Il terreno è la base dell’esistenza umana. Da esso ricaviamo direttamente o indirettamente il 95% del nostro nutrimento e su esso costruiamo le nostre case e le nostre vita.
Ma, da alcuni anni ormai, il terreno sta vivendo una fase difficile della sua storia.
Cementificazione, urbanizzazione e soprattutto un uso predatorio e incurante dei terreni agricoli stanno portando alla distruzione di una delle risorse più importanti sul Pianeta.
Per formarsi, un centimetro di suolo, può impiegare anche mille anni, ma ne bastano pochi di politiche incuranti per devastarlo.

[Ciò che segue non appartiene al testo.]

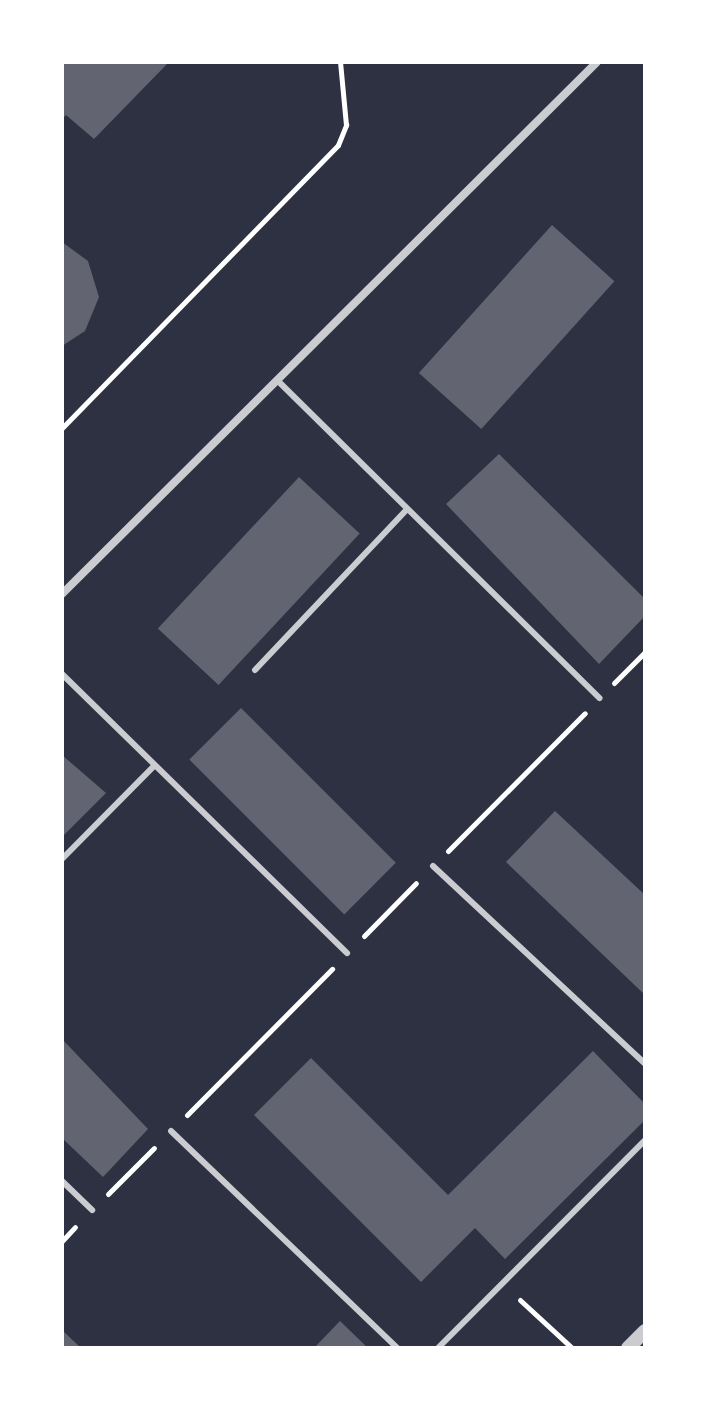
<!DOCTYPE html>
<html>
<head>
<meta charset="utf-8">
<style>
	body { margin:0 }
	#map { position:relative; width:707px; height:1410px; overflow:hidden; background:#2d3142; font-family:"Open Sans",sans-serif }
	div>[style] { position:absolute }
	.building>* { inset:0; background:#626471; transform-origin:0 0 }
	.path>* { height:5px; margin:-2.5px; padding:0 2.5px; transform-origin:2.5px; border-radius:2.5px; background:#fff }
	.service>* { height:6px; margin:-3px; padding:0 3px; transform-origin:3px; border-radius:3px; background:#caccd0 }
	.minor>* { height:8px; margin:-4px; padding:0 4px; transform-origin:4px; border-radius:4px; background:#caccd0 }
	.tertiary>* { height:14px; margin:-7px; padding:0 7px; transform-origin:7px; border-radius:7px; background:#caccd0 }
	span { translate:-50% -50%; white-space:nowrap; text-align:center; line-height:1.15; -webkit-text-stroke:7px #fff; paint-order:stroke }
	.frame { position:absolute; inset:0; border:64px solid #fff; pointer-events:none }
</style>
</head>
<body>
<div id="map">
	<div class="building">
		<div style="clip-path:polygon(62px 62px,169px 62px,94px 139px,66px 115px,62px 119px)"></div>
		<div style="left:552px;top:225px;width:84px;height:199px;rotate:42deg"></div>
		<div style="clip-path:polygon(62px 242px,88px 261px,99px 297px,85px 331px,62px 346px)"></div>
		<div style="clip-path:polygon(499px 454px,645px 599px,645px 616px,599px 664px,446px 504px)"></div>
		<div style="left:299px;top:477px;width:83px;height:207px;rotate:43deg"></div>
		<div style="left:241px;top:708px;width:219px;height:73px;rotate:45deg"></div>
		<div style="clip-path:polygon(62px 755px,106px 793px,62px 837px)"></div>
		<div style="clip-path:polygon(555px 811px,645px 895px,645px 995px,506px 862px)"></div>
		<div style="clip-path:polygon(62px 1039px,148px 1129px,103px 1177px,62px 1138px)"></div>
		<div style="clip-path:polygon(593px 1051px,645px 1104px,645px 1120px,505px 1259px,475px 1228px,421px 1282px,254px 1115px,311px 1058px,448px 1195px)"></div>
		<div style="clip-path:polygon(340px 1321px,368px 1348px,314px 1348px)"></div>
		<div style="clip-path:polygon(62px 1330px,81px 1348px,62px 1348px)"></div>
	</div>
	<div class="path">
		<div style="left:62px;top:428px;width:395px;rotate:-45.7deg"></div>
		<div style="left:338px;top:145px;width:22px;rotate:-68deg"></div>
		<div style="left:346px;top:125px;width:63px;rotate:-95.4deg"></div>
		<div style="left:614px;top:683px;width:44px;rotate:-45deg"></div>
		<div style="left:448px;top:851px;width:194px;rotate:-45.2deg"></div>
		<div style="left:364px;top:936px;width:74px;rotate:-45.5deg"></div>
		<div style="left:187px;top:1115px;width:206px;rotate:-45.2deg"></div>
		<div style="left:108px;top:1194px;width:65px;rotate:-45deg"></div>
		<div style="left:62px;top:1241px;width:19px;rotate:-47deg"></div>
		<div style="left:520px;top:1300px;width:71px;rotate:42.7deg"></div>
	</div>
	<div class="service">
		<div style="left:277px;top:380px;width:453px;rotate:44.6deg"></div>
		<div style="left:255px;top:670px;width:221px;rotate:-46.6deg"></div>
		<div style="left:62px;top:674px;width:399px;rotate:44.4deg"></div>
		<div style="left:62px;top:859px;width:131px;rotate:-45.3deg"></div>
		<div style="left:433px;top:866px;width:290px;rotate:43deg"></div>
		<div style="left:171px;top:1131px;width:313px;rotate:43.8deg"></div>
		<div style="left:62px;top:1181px;width:42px;rotate:44deg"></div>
		<div style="left:438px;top:1348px;width:293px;rotate:-45.1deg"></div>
	</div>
	<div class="minor">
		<div style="left:62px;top:594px;width:754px;rotate:-44.84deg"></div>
	</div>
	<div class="tertiary">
		<div style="left:628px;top:1348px;width:24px;rotate:-45deg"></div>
	</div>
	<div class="frame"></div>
</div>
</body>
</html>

Le variazioni nella domanda agricola degli ultimi anni, mossa soprattutto dalle industrie di trasformazione e dal settore dell’allevamento, hanno imposto agli agricoltori un passaggio dalla vecchia agricoltura basata su una grande varietà di colture ad un sistema di monocoltura, concentrata quasi unicamente sul mais.
Stretti tra il racket della grande distribuzione, i prezzi esorbitanti delle sementi (peraltro sterili e quindi da riacquistare ogni anno) e i sussidi che in molti Paesi favoriscono solo il mais, gli agricoltori hanno accettato le nuove produzioni o sono andati in bancarotta.
Al loro posto sono subentrati spesso fondi di investimento e grandissimi investitori, che con il fenomeno del “land grabbing” si sono impadroniti di estensioni ampissime con l’unico scopo di rendere profittevole il loro investimento e quindi senza alcun rispetto per il suolo.
Nella sola Europa, al 2014, il 50% dei terreni agricoli era in mano al 3% dei proprietari di terreni; un evidente squilibrio.

Non serve gettarsi nel populismo agrario ottocentesco o nell’ossessione per il km 0 per accorgersi delle criticità che ci troviamo di fronte.
La tecnica in agricoltura non è un mostro da combattere in ogni modo, ma il suo uso va veicolato in modo da rispettare gli agricoltori, il pianeta e in particolare il terreno: perché se già ora milioni di persone muoiono di fame ogni anno, la crisi agricola verso cui ci stiamo lanciando non ha precedenti nella storia.

Ma per tecnica agricola, oltre a quella che libera i contadini dalle mansioni fisiche e psicologiche  più dure ed a quella che permette di risparmiare risorse mantenendo alta la qualità dei prodotti, è importante considerare anche la conoscenza scientifica dell’ecosistema che si forma nei campi e i modi in cui questo può essere usato e preservato.
Con 10 milioni di esseri viventi al suo interno, una manciata di terreno, costituisce di per se stessa un piccolo ecosistema in grado di combattere autonomamente un gran numero di parassiti delle piante. Ciò, tra i vari vantaggi, risparmia agli agricoltori (e ai consumatori) i pericoli e i costi dei pesticidi.
Il suolo è anche il più grande deposito di anidride carbonica di cui disponiamo e, favorire la sua rigenerazione, aiuterebbe moltissimo nella lotta al cambiamento climatico.
Un buono stato del suolo, infine, permetterebbe di evitare problemi di dissesto idrogeologico che tanti danni causano nel nostro Paese e nel mondo.